(c) Economist 2022 |
The first is and overarching reason is timing. Sanctions, even those just implemented, despite already having profound effects on the Russian economy, are widely thought to require weeks or months to achieve their desired effect. But Ukraine likely has only days not weeks in which it can hold out.
The second is the mechanism. Sanctions are meant to be persuasive at several levels; on Putin himself, on his oligarchs and on the Russian people as a whole. They will not deter Putin personally since for him this is no longer about his personal wealth but about power, control, his standing as a world leader, and his grandiose ambitions to reconstruct the old USSR. If he wins he stays in power and will have access to all the money he wants. For Putin, alternatives to a win are two; he backs down, but remains in office (in the totalitarian state he has built he will never loose another election) although his standing on the world stage will be reduced to pariah. But if he refuses to back down, the end results is the same. So there is no upside for him to back down now.
Sanctions on the oligarchs will only cause Putin to change course if the oligarchs collectively believe he can be deposed; while Putin remains in power, they are beholden to him for their wealth, at least that not yet frozen by the West, but more importantly for their future earnings. They have no real power themselves unless they can either persuade the Russian parliament to act to curb Putin's power or persuade the Russian military to mount a coup.
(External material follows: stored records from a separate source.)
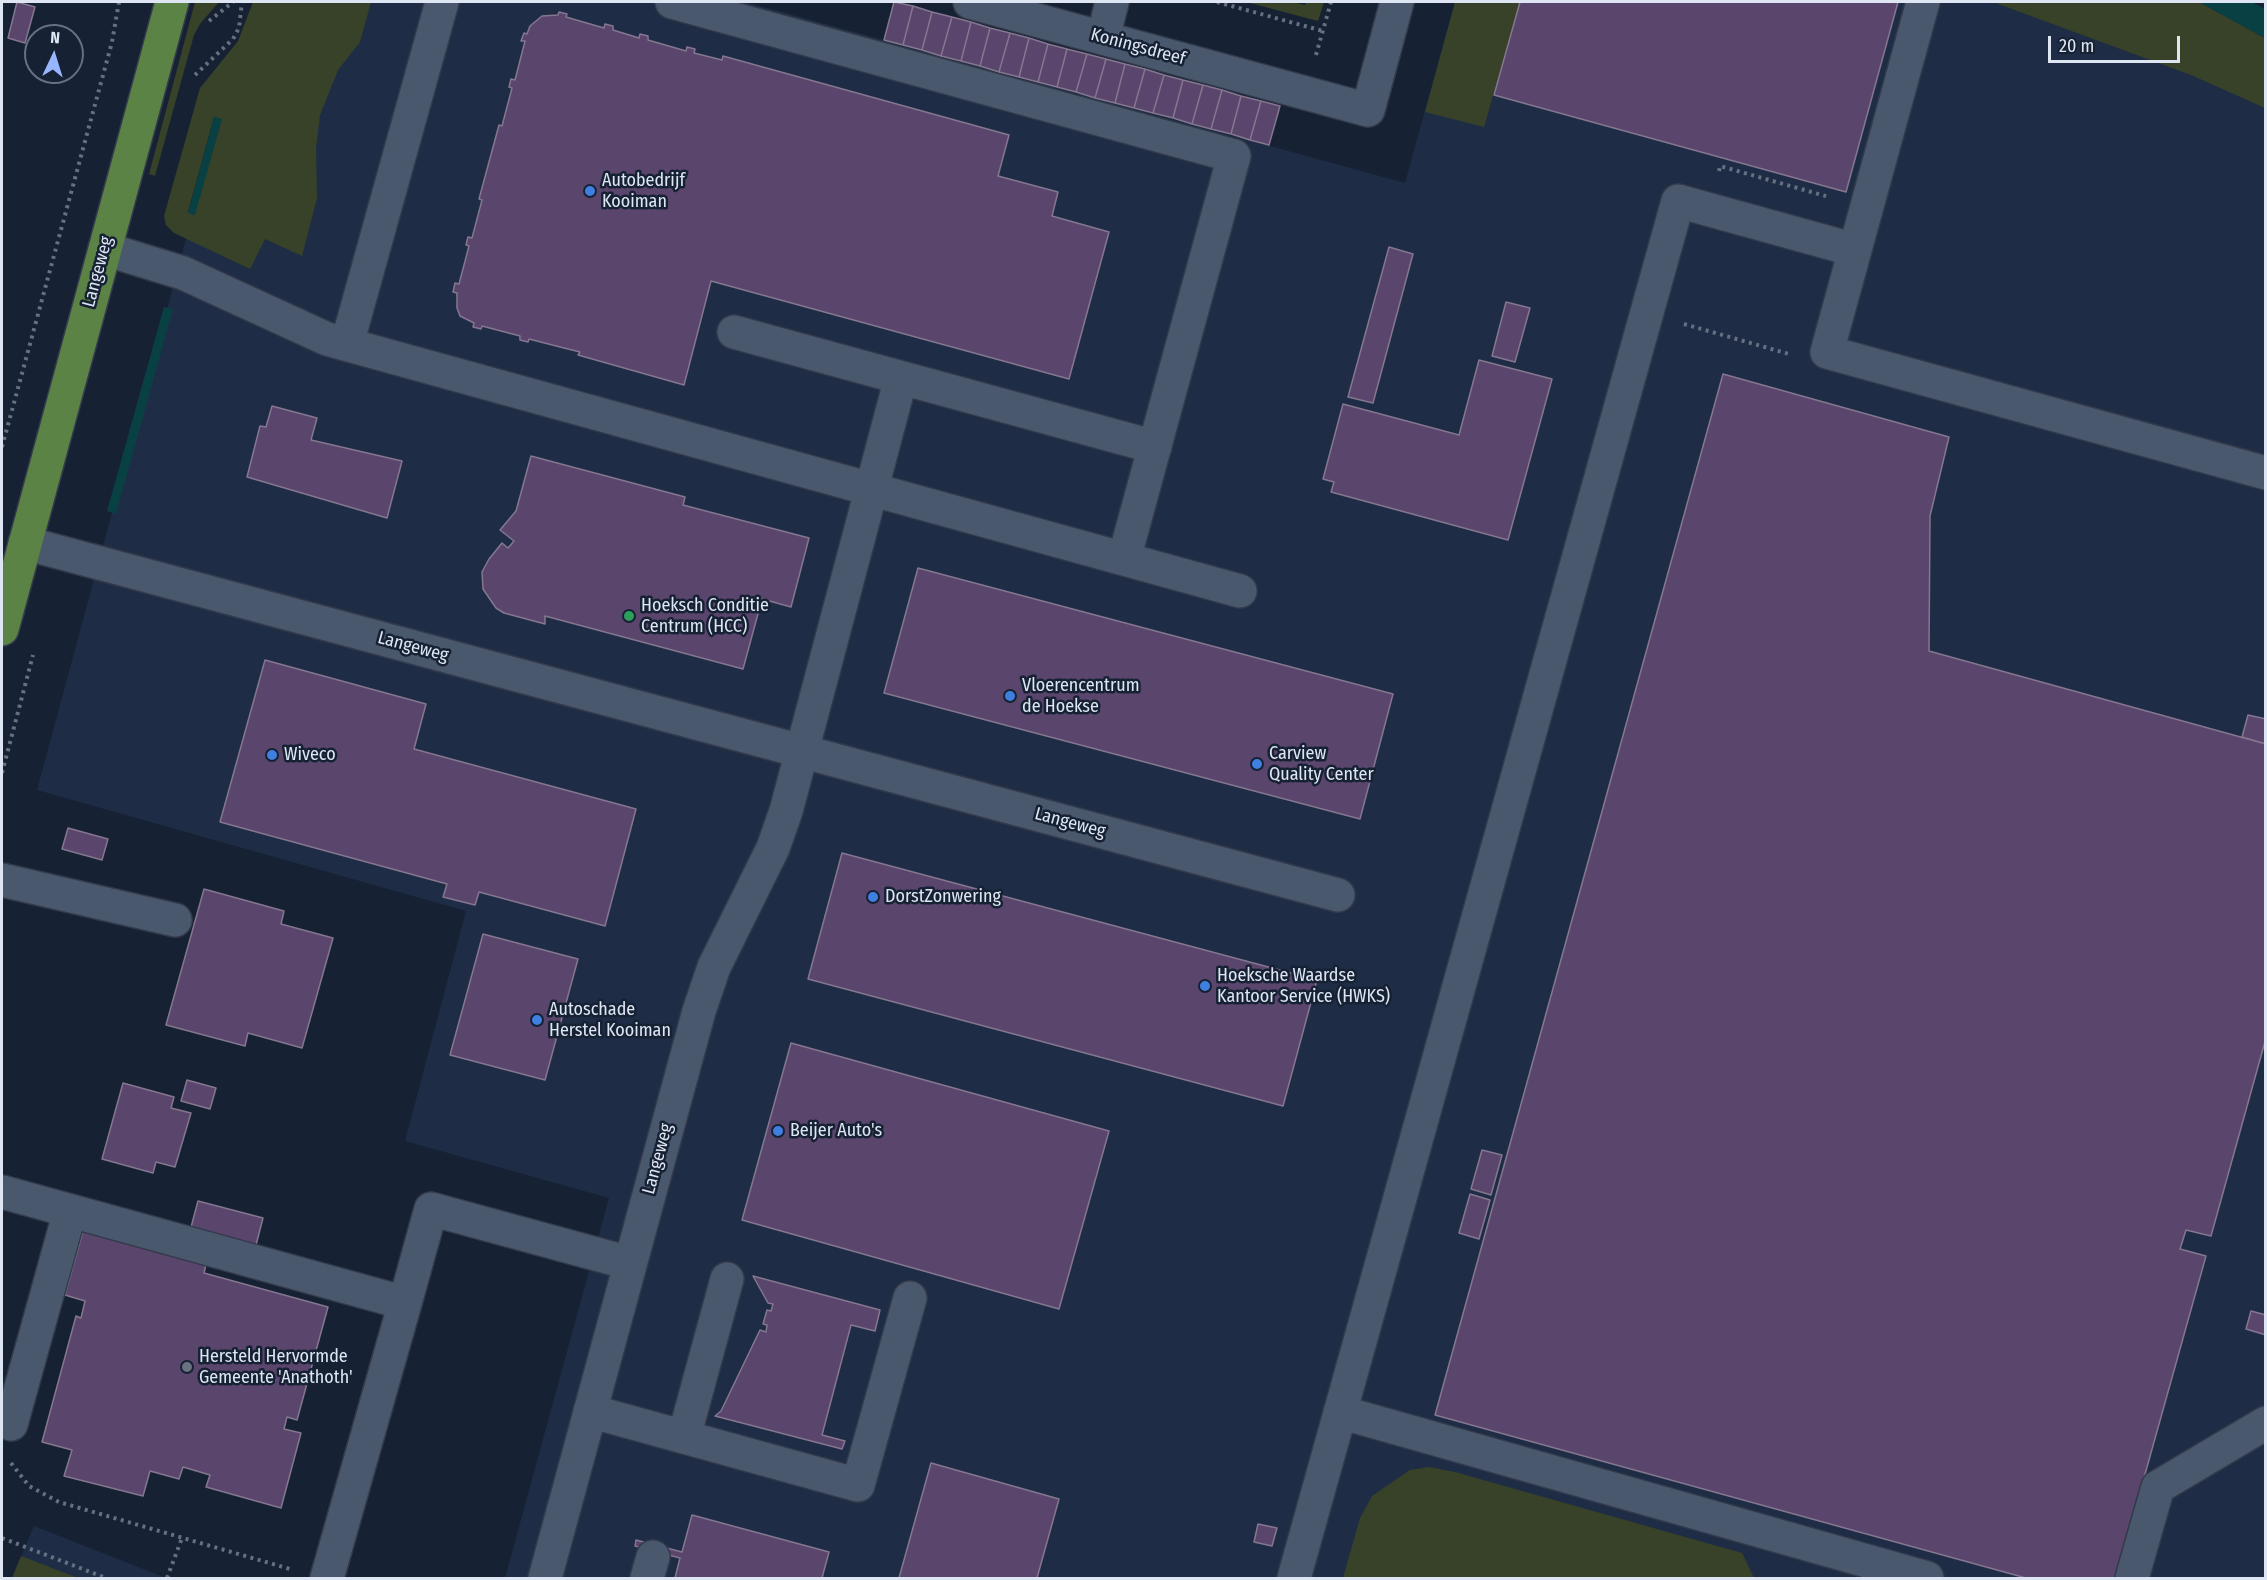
<!DOCTYPE html>
<html>
<head>
<meta charset="utf-8">
<style>
	body { margin:0 }
	#map { position:relative; width:2267px; height:1580px; overflow:hidden; background:#162134; font-family:"Fira Sans Condensed",sans-serif }
	canvas { display:block }
	.frame { position:absolute; inset:0; border:3px solid #dee6f3; pointer-events:none }
	.north { position:absolute; left:24px; top:24px; width:60px; height:60px; box-sizing:border-box; background:#162134; border:2px solid #667080; border-radius:50%; rotate:4deg; font-size:16px; font-weight:700; line-height:24px; text-align:center; color:#dee6f3 }
	.north::after { content:''; display:block; margin:auto; width:21px; height:27px; background:#97b6fd; clip-path:polygon(50% 0,100% 100%,50% 72%,0 100%) }
	.scale { position:absolute; left:2048px; top:36px; width:132px; height:27px; box-sizing:border-box; border:3px solid #dee6f3; border-top:0; padding-left:8px; font-size:18px; line-height:21px; white-space:nowrap; color:#dee6f3; -webkit-text-stroke:4px #162134; paint-order:stroke }
</style>
</head>
<body>
<div id="map">
<canvas width="2267" height="1580"></canvas>
<div class="frame"></div>
<div class="north">N</div>
<div class="scale">20 m</div>
</div>
<script>
const context = document.querySelector('canvas').getContext('2d');
context.lineJoin = 'round';
function fillPath(path, color) { context.fillStyle = color; context.fill(path, 'evenodd'); }
const shape = rows => new Path2D(rows.map(r => 'M' + r).join(''));
function strokePath(path, color, width, dash) { context.strokeStyle = color; context.lineWidth = width; context.lineCap = dash ? 'butt' : 'round'; context.setLineDash(dash || []); context.stroke(path); }
function write(font, color, halo, rows, align = 'center') {
  context.font = font + ' "Fira Sans Condensed",sans-serif'; context.lineWidth = 5; context.setLineDash([]); context.textBaseline = 'middle'; context.strokeStyle = halo; context.fillStyle = color; for (const [text, x, y, turn = 0] of rows) {
    context.save(); context.translate(x, y); context.rotate((+turn || 0) * Math.PI / 180); context.textAlign = isNaN(turn) ? turn : align; if (halo) context.strokeText(text, 0, 0); context.fillText(text, 0, 0); context.restore();
  }
}
fillPath(shape([
	[267,2,745,2,1405,183,1455,2,2199,2,2266,38,2265,1578,505,1578,609,1198,405,1141,466,911,37,790,219,117],
	[34,1526,166,1578,12,1578]
]), '#1e2d45');
fillPath(shape([
	[195,2,219,2,200,24,194,35,155,176,149,174],
	[253,2,371,2,360,42,338,70,320,115,316,148,317,198,302,256,265,239,250,269,174,233,166,225,164,216,200,88,238,41],
	[214,117,222,119,194,215,188,212],
	[1246,2,1292,2,1305,5,1306,2,1324,2,1318,21],
	[1455,2,1520,2,1484,127,1425,112],
	[1993,2,2199,2,2265,38,2265,108,2191,75],
	[1429,1467,1455,1472,1742,1553,1754,1578,1343,1578,1360,1518,1372,1496,1410,1470],
	[21,1556,78,1578,12,1578]
]), '#374228');
fillPath(shape([
	[2199,2,2252,2,2265,9,2265,38],
	[214,117,222,119,195,215,188,213],
	[164,307,173,309,116,514,107,511]
]), '#094044');
const building = shape([
	[17,2,35,7,25,43,8,38,17,2],
	[894,2,913,6,903,45,884,40,894,2],
	[1520,2,1898,2,1846,192,1494,95,1520,2],
	[913,6,932,12,922,50,903,45,913,6],
	[559,12,567,14,566,17,604,28,605,24,613,26,613,30,639,38,640,34,648,36,648,40,686,51,687,47,695,49,694,53,722,60,723,56,1009,135,998,176,1058,192,1052,216,1109,232,1069,379,711,281,684,385,578,355,580,352,564,348,529,339,528,342,520,340,520,336,482,326,481,329,473,327,474,323,460,316,457,308,457,293,453,292,455,283,459,284,469,246,466,245,468,237,472,238,482,200,479,199,499,125,502,126,512,88,509,87,511,79,515,80,525,41,521,41,524,33,527,34,530,26,542,16,558,15,559,12],
	[932,12,952,17,941,56,922,50,932,12],
	[952,17,971,22,961,61,941,56,952,17],
	[971,22,990,28,980,66,961,61,971,22],
	[990,28,1010,33,999,72,980,66,990,28],
	[1010,33,1029,38,1019,77,999,72,1010,33],
	[1029,38,1048,44,1038,82,1019,77,1029,38],
	[1048,44,1067,49,1057,87,1038,82,1048,44],
	[1067,49,1087,54,1076,92,1057,87,1067,49],
	[1087,54,1106,59,1095,98,1076,92,1087,54],
	[1106,59,1125,64,1115,103,1095,98,1106,59],
	[1125,64,1145,69,1134,108,1115,103,1125,64],
	[1145,69,1164,75,1153,113,1134,108,1145,69],
	[1164,75,1183,80,1173,118,1153,113,1164,75],
	[1183,80,1203,85,1192,124,1173,118,1183,80],
	[1203,85,1222,90,1211,129,1192,124,1203,85],
	[1222,90,1241,96,1231,134,1211,129,1222,90],
	[1241,96,1261,101,1250,140,1231,134,1241,96],
	[1261,101,1280,106,1269,145,1250,140,1261,101],
	[1389,247,1413,254,1373,403,1348,397,1389,247],
	[1506,302,1530,308,1515,362,1492,356,1506,302],
	[1479,360,1552,379,1508,540,1331,492,1334,482,1323,479,1343,404,1459,435,1479,360],
	[1723,374,1949,437,1930,516,1929,651,2266,744,2266,1038,2211,1236,2186,1230,2180,1249,2206,1256,2116,1578,2026,1578,1435,1415,1723,374],
	[272,406,317,418,311,440,402,461,387,518,247,477,260,426,266,427,272,406],
	[531,456,685,497,683,505,809,538,791,607,762,599,743,669,545,616,545,624,504,613,496,608,483,589,482,572,489,559,502,543,508,548,514,541,500,530,516,511,531,456],
	[918,568,1393,694,1360,819,884,693,918,568],
	[265,660,426,704,414,749,636,809,605,926,479,892,475,905,443,897,447,884,220,822,265,660],
	[2248,715,2266,719,2266,744,2242,737,2248,715],
	[68,828,108,839,102,860,62,849,68,828],
	[842,853,1317,980,1283,1106,808,979,842,853],
	[204,889,284,911,281,924,333,938,302,1048,248,1033,245,1046,166,1025,204,889],
	[483,934,578,959,545,1080,450,1055,483,934],
	[791,1043,1109,1131,1059,1309,742,1220,791,1043],
	[187,1080,216,1088,210,1109,181,1101,187,1080],
	[123,1083,174,1097,171,1108,191,1113,175,1167,156,1162,153,1173,102,1159,123,1083],
	[1482,1150,1502,1155,1491,1195,1471,1189,1482,1150],
	[1470,1194,1490,1200,1479,1239,1459,1233,1470,1194],
	[198,1201,263,1218,255,1249,190,1231,198,1201],
	[84,1227,207,1260,204,1273,328,1307,297,1420,287,1417,284,1429,301,1433,281,1508,206,1487,210,1475,183,1467,179,1479,150,1471,143,1496,64,1476,72,1450,42,1442,76,1316,81,1318,85,1301,65,1295,84,1227],
	[753,1276,880,1310,875,1331,851,1325,822,1435,845,1441,842,1449,715,1416,721,1411,760,1330,766,1332,767,1325,763,1324,767,1310,771,1311,773,1304,768,1303,753,1276],
	[2251,1311,2266,1315,2266,1335,2246,1329,2251,1311],
	[931,1463,1059,1499,1037,1578,899,1578,931,1463],
	[692,1515,829,1552,822,1578,675,1578,680,1558,635,1546,636,1540,682,1552,692,1515],
	[1258,1524,1277,1528,1272,1546,1254,1542,1258,1524]
]);
fillPath(building, '#5a456c');
strokePath(building, '#84778f', 1.5);
const minor = shape([
	[672,2,1234,156,1124,559],
	[970,2,1368,110,1397,2],
	[1923,2,1827,352,2266,473],
	[1103,38,1112,2],
	[105,249,183,273,327,339,1240,591],
	[734,332,1155,447],
	[347,344,442,2],
	[25,543,1338,895],
	[2,880,175,920],
	[2,1192,405,1303,431,1209,629,1263],
	[590,1411,684,1437,727,1279],
	[1340,1412,1927,1578],
	[11,1424,70,1211],
	[684,1437,858,1485,910,1298],
	[327,1578,405,1303],
	[545,1578,699,1011,714,967,773,848,786,811,901,378],
	[647,1578,653,1557],
	[1294,1578,1678,201,1855,250],
	[2132,1578,2158,1487,2266,1423]
]);
const major = shape([
	[2,629,172,2]
]);
strokePath(minor, '#333a4b', 36);
strokePath(major, '#333a4b', 36);
strokePath(shape([
	[1217,2,1323,31],
	[209,21,233,2],
	[1316,55,1331,2],
	[195,75,233,39,239,28,242,2],
	[1719,171,1720,166,1829,197],
	[1684,324,1789,354],
	[2,447,112,42,119,2],
	[2,773,33,655],
	[11,1463,29,1486,59,1502,290,1569],
	[2,1538,106,1578],
	[167,1578,182,1538]
]), '#667081', 4, [3, 4.5]);
strokePath(minor, '#4a586e', 33);
strokePath(major, '#5b8346', 33);
for (const [x, y, r, color] of [
	[590,191,6,"#3f7fe0"],
	[629,616,6,"#2e9e5b"],
	[1010,696,6,"#3f7fe0"],
	[272,755,6,"#3f7fe0"],
	[1257,764,6,"#3f7fe0"],
	[873,897,6,"#3f7fe0"],
	[1205,986,6,"#3f7fe0"],
	[537,1020,6,"#3f7fe0"],
	[778,1131,6,"#3f7fe0"],
	[187,1367,6,"#6b7280"]
]) { const dot = new Path2D(); dot.arc(x, y, r, 0, 2 * Math.PI); context.fillStyle = color; context.fill(dot); strokePath(dot, '#162134', 2); }
write('18px', '#dee6f3', '#162134', [
	["Koningsdreef",1138,47,15],
	["Langeweg",98,272,-75],
	["Langeweg",413,647,15],
	["Langeweg",1070,823,15],
	["Langeweg",658,1159,-75]
]);
write('18px', '#dee6f3', '#162134', [
	["Autobedrijf",602,181],
	["Kooiman",602,202],
	["Hoeksch Conditie",641,606],
	["Centrum (HCC)",641,627],
	["Vloerencentrum",1022,686],
	["de Hoekse",1022,707],
	["Carview",1269,754],
	["Quality Center",1269,775],
	["Wiveco",284,755],
	["DorstZonwering",885,897],
	["Hoeksche Waardse",1217,976],
	["Kantoor Service (HWKS)",1217,997],
	["Autoschade",549,1010],
	["Herstel Kooiman",549,1031],
	["Beijer Auto's",790,1131],
	["Hersteld Hervormde",199,1357],
	["Gemeente 'Anathoth'",199,1378]
], 'left');
</script>
</body>
</html>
Both the military and members of the Duma must in turn weigh the chances of success; should legislative measures to rein Putin or a coup fail, all those involved, directly or indirectly, will likely face long prison or death sentences. Weighing such odds depends on an assessment of outcome probabilities. That in turn depends on a critical mass willing to support such a course of action. Developing that critical mass takes many quiet conversations and time.
The last mechanism by which sanctions act is through their effect on the Russian people. The there are only two ways in which ordinary Russians get any say. The first is through the ballot box. But not only is an election too far distant to matter, even were an election to be held tomorrow, because Putin controls the press, the media and hence the narrative, he would likely win even without rigging the election. Oddly, sanctions work to Putin's advantage. As the Iran's Ayatollahs have done since sanctions were imposed on their country, Putin will telling the Russian people that their suffering is due to evil regimes in the West who are trying to destroy Mother Russia.
Where does this leave Ukraine? If sanctions are the only tool the West is prepared to use against Putin, Ukraine will fall; it may take weeks rather than the days Putin had hoped, but in the medium term the end is the same. A Putin-friendly puppet regime will be installed, freedom of speech will be harshly curbed using the same tactics as Putin is now using in Russia, and Ukrainians will be subjugated into the new Russian empire. They may fight an insurgency but displacing another pro-Russian leader from their country will be far more difficult than the ousting of Viktor Yanukovych. Putin may even reinstall Yanukovych, someone who was not only loyal to Putin when he was president before, but like so many of those Putin has promoted and richly rewarded, he will owe his position entirely to Putin's largess. Putin was upset by Yanukovych's ouster in 2014 and will make sure not to let that happen again.
If sanctions are an ineffective tool, what then? If only military action is sufficient to stop Putin's current, not to mention future land-grabs, does the West have the stomach for what could easily escalate into a nuclear holocaust? That, sadly, is a question we will be facing in the weeks ahead.